Set down the full listing that follows, word for word.

*** STORED DATA

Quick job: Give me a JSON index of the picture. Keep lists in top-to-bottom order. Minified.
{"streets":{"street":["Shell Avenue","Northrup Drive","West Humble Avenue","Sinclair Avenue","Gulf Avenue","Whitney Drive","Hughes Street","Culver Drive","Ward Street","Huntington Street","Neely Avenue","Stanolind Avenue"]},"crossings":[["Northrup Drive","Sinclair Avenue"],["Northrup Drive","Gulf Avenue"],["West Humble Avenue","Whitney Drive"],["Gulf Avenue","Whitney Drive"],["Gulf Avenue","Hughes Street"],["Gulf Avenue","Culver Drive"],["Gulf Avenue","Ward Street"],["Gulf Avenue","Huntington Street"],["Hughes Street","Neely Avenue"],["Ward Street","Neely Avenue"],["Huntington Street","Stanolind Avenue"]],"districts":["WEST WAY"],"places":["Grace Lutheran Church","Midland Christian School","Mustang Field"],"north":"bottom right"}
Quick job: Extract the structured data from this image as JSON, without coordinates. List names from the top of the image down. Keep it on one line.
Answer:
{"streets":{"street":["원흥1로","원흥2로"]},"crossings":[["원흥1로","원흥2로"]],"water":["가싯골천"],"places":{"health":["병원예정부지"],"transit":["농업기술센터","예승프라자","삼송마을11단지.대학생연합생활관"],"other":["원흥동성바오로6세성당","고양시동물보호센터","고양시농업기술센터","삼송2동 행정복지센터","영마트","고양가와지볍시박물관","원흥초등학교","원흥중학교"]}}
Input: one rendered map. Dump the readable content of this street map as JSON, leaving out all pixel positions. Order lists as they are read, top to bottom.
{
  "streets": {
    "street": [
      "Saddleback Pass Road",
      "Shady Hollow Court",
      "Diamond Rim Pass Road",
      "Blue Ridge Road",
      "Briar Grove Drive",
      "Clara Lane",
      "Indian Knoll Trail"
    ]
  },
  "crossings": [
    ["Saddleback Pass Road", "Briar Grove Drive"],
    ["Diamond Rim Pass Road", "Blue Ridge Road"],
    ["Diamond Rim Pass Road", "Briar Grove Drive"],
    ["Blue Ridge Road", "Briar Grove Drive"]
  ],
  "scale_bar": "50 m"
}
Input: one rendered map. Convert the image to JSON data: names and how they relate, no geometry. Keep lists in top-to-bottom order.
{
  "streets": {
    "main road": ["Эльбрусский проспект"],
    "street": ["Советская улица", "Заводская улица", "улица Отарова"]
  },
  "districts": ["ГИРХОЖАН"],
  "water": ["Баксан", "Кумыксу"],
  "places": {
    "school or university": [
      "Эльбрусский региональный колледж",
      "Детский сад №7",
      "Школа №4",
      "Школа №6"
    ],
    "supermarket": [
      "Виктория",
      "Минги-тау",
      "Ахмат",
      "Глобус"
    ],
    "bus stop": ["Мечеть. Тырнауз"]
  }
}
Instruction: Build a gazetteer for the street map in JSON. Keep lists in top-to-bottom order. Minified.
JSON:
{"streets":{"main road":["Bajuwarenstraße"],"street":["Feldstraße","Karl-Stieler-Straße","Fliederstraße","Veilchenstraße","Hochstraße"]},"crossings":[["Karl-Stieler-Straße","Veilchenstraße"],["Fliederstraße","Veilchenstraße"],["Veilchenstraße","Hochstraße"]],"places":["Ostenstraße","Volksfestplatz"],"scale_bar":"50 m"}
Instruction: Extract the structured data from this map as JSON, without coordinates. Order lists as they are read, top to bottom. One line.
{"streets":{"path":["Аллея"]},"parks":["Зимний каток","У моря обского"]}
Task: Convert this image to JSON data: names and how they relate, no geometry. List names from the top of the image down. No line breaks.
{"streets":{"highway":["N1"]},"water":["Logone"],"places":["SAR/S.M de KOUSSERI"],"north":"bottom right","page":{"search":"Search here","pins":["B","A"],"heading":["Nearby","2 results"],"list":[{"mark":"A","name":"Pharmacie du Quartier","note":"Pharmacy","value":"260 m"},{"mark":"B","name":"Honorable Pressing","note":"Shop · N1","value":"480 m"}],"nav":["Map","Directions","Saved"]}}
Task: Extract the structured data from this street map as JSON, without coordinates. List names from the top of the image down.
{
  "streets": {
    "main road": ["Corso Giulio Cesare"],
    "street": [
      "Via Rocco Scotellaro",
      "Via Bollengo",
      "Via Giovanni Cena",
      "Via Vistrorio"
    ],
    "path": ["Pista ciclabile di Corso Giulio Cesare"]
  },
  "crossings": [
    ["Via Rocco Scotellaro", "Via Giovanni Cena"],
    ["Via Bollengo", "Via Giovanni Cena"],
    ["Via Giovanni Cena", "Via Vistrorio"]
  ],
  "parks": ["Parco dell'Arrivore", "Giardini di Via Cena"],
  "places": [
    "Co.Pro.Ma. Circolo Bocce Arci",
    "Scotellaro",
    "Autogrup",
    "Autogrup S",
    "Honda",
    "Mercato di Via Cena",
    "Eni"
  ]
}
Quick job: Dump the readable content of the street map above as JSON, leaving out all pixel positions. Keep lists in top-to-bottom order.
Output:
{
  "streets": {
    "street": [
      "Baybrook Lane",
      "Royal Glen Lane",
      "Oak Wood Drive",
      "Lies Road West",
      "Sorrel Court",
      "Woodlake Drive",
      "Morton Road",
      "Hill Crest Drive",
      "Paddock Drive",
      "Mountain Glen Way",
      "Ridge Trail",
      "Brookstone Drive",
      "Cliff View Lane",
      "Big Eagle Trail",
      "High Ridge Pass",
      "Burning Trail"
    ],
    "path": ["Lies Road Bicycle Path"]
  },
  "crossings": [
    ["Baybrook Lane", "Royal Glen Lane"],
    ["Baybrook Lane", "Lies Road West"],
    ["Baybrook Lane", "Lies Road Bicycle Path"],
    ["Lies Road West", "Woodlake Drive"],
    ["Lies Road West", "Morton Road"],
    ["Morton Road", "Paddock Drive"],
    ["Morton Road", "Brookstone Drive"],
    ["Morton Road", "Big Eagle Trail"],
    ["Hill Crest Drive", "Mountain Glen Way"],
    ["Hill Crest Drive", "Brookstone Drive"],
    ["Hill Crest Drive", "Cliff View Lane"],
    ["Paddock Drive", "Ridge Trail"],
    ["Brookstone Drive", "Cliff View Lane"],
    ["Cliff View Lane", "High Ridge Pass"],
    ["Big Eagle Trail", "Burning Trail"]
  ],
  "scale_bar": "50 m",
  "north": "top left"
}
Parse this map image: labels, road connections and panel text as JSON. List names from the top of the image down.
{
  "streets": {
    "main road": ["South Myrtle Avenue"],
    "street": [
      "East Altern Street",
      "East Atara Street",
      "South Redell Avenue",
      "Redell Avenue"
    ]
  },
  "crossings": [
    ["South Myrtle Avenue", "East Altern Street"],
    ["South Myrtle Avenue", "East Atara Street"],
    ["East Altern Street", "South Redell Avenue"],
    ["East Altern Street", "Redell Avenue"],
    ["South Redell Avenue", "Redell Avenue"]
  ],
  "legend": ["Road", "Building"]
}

******

WRITTEN ANSWER.
Quick job: Give me a JSON index of the picture. Keep lists in top-to-bottom order. Minified.
{"streets":{"street":["Shell Avenue","Northrup Drive","West Humble Avenue","Sinclair Avenue","Gulf Avenue","Whitney Drive","Hughes Street","Culver Drive","Ward Street","Huntington Street","Neely Avenue","Stanolind Avenue"]},"crossings":[["Northrup Drive","Sinclair Avenue"],["Northrup Drive","Gulf Avenue"],["West Humble Avenue","Whitney Drive"],["Gulf Avenue","Whitney Drive"],["Gulf Avenue","Hughes Street"],["Gulf Avenue","Culver Drive"],["Gulf Avenue","Ward Street"],["Gulf Avenue","Huntington Street"],["Hughes Street","Neely Avenue"],["Ward Street","Neely Avenue"],["Huntington Street","Stanolind Avenue"]],"districts":["WEST WAY"],"places":["Grace Lutheran Church","Midland Christian School","Mustang Field"],"north":"bottom right"}
Quick job: Extract the structured data from this image as JSON, without coordinates. List names from the top of the image down. Keep it on one line.
Answer:
{"streets":{"street":["원흥1로","원흥2로"]},"crossings":[["원흥1로","원흥2로"]],"water":["가싯골천"],"places":{"health":["병원예정부지"],"transit":["농업기술센터","예승프라자","삼송마을11단지.대학생연합생활관"],"other":["원흥동성바오로6세성당","고양시동물보호센터","고양시농업기술센터","삼송2동 행정복지센터","영마트","고양가와지볍시박물관","원흥초등학교","원흥중학교"]}}
Input: one rendered map. Dump the readable content of this street map as JSON, leaving out all pixel positions. Order lists as they are read, top to bottom.
{
  "streets": {
    "street": [
      "Saddleback Pass Road",
      "Shady Hollow Court",
      "Diamond Rim Pass Road",
      "Blue Ridge Road",
      "Briar Grove Drive",
      "Clara Lane",
      "Indian Knoll Trail"
    ]
  },
  "crossings": [
    ["Saddleback Pass Road", "Briar Grove Drive"],
    ["Diamond Rim Pass Road", "Blue Ridge Road"],
    ["Diamond Rim Pass Road", "Briar Grove Drive"],
    ["Blue Ridge Road", "Briar Grove Drive"]
  ],
  "scale_bar": "50 m"
}
Input: one rendered map. Convert the image to JSON data: names and how they relate, no geometry. Keep lists in top-to-bottom order.
{
  "streets": {
    "main road": ["Эльбрусский проспект"],
    "street": ["Советская улица", "Заводская улица", "улица Отарова"]
  },
  "districts": ["ГИРХОЖАН"],
  "water": ["Баксан", "Кумыксу"],
  "places": {
    "school or university": [
      "Эльбрусский региональный колледж",
      "Детский сад №7",
      "Школа №4",
      "Школа №6"
    ],
    "supermarket": [
      "Виктория",
      "Минги-тау",
      "Ахмат",
      "Глобус"
    ],
    "bus stop": ["Мечеть. Тырнауз"]
  }
}
Instruction: Build a gazetteer for the street map in JSON. Keep lists in top-to-bottom order. Minified.
JSON:
{"streets":{"main road":["Bajuwarenstraße"],"street":["Feldstraße","Karl-Stieler-Straße","Fliederstraße","Veilchenstraße","Hochstraße"]},"crossings":[["Karl-Stieler-Straße","Veilchenstraße"],["Fliederstraße","Veilchenstraße"],["Veilchenstraße","Hochstraße"]],"places":["Ostenstraße","Volksfestplatz"],"scale_bar":"50 m"}
Instruction: Extract the structured data from this map as JSON, without coordinates. Order lists as they are read, top to bottom. One line.
{"streets":{"path":["Аллея"]},"parks":["Зимний каток","У моря обского"]}
Task: Convert this image to JSON data: names and how they relate, no geometry. List names from the top of the image down. No line breaks.
{"streets":{"highway":["N1"]},"water":["Logone"],"places":["SAR/S.M de KOUSSERI"],"north":"bottom right","page":{"search":"Search here","pins":["B","A"],"heading":["Nearby","2 results"],"list":[{"mark":"A","name":"Pharmacie du Quartier","note":"Pharmacy","value":"260 m"},{"mark":"B","name":"Honorable Pressing","note":"Shop · N1","value":"480 m"}],"nav":["Map","Directions","Saved"]}}
Task: Extract the structured data from this street map as JSON, without coordinates. List names from the top of the image down.
{
  "streets": {
    "main road": ["Corso Giulio Cesare"],
    "street": [
      "Via Rocco Scotellaro",
      "Via Bollengo",
      "Via Giovanni Cena",
      "Via Vistrorio"
    ],
    "path": ["Pista ciclabile di Corso Giulio Cesare"]
  },
  "crossings": [
    ["Via Rocco Scotellaro", "Via Giovanni Cena"],
    ["Via Bollengo", "Via Giovanni Cena"],
    ["Via Giovanni Cena", "Via Vistrorio"]
  ],
  "parks": ["Parco dell'Arrivore", "Giardini di Via Cena"],
  "places": [
    "Co.Pro.Ma. Circolo Bocce Arci",
    "Scotellaro",
    "Autogrup",
    "Autogrup S",
    "Honda",
    "Mercato di Via Cena",
    "Eni"
  ]
}
Quick job: Dump the readable content of the street map above as JSON, leaving out all pixel positions. Keep lists in top-to-bottom order.
Output:
{
  "streets": {
    "street": [
      "Baybrook Lane",
      "Royal Glen Lane",
      "Oak Wood Drive",
      "Lies Road West",
      "Sorrel Court",
      "Woodlake Drive",
      "Morton Road",
      "Hill Crest Drive",
      "Paddock Drive",
      "Mountain Glen Way",
      "Ridge Trail",
      "Brookstone Drive",
      "Cliff View Lane",
      "Big Eagle Trail",
      "High Ridge Pass",
      "Burning Trail"
    ],
    "path": ["Lies Road Bicycle Path"]
  },
  "crossings": [
    ["Baybrook Lane", "Royal Glen Lane"],
    ["Baybrook Lane", "Lies Road West"],
    ["Baybrook Lane", "Lies Road Bicycle Path"],
    ["Lies Road West", "Woodlake Drive"],
    ["Lies Road West", "Morton Road"],
    ["Morton Road", "Paddock Drive"],
    ["Morton Road", "Brookstone Drive"],
    ["Morton Road", "Big Eagle Trail"],
    ["Hill Crest Drive", "Mountain Glen Way"],
    ["Hill Crest Drive", "Brookstone Drive"],
    ["Hill Crest Drive", "Cliff View Lane"],
    ["Paddock Drive", "Ridge Trail"],
    ["Brookstone Drive", "Cliff View Lane"],
    ["Cliff View Lane", "High Ridge Pass"],
    ["Big Eagle Trail", "Burning Trail"]
  ],
  "scale_bar": "50 m",
  "north": "top left"
}
Parse this map image: labels, road connections and panel text as JSON. List names from the top of the image down.
{
  "streets": {
    "main road": ["South Myrtle Avenue"],
    "street": [
      "East Altern Street",
      "East Atara Street",
      "South Redell Avenue",
      "Redell Avenue"
    ]
  },
  "crossings": [
    ["South Myrtle Avenue", "East Altern Street"],
    ["South Myrtle Avenue", "East Atara Street"],
    ["East Altern Street", "South Redell Avenue"],
    ["East Altern Street", "Redell Avenue"],
    ["South Redell Avenue", "Redell Avenue"]
  ],
  "legend": ["Road", "Building"]
}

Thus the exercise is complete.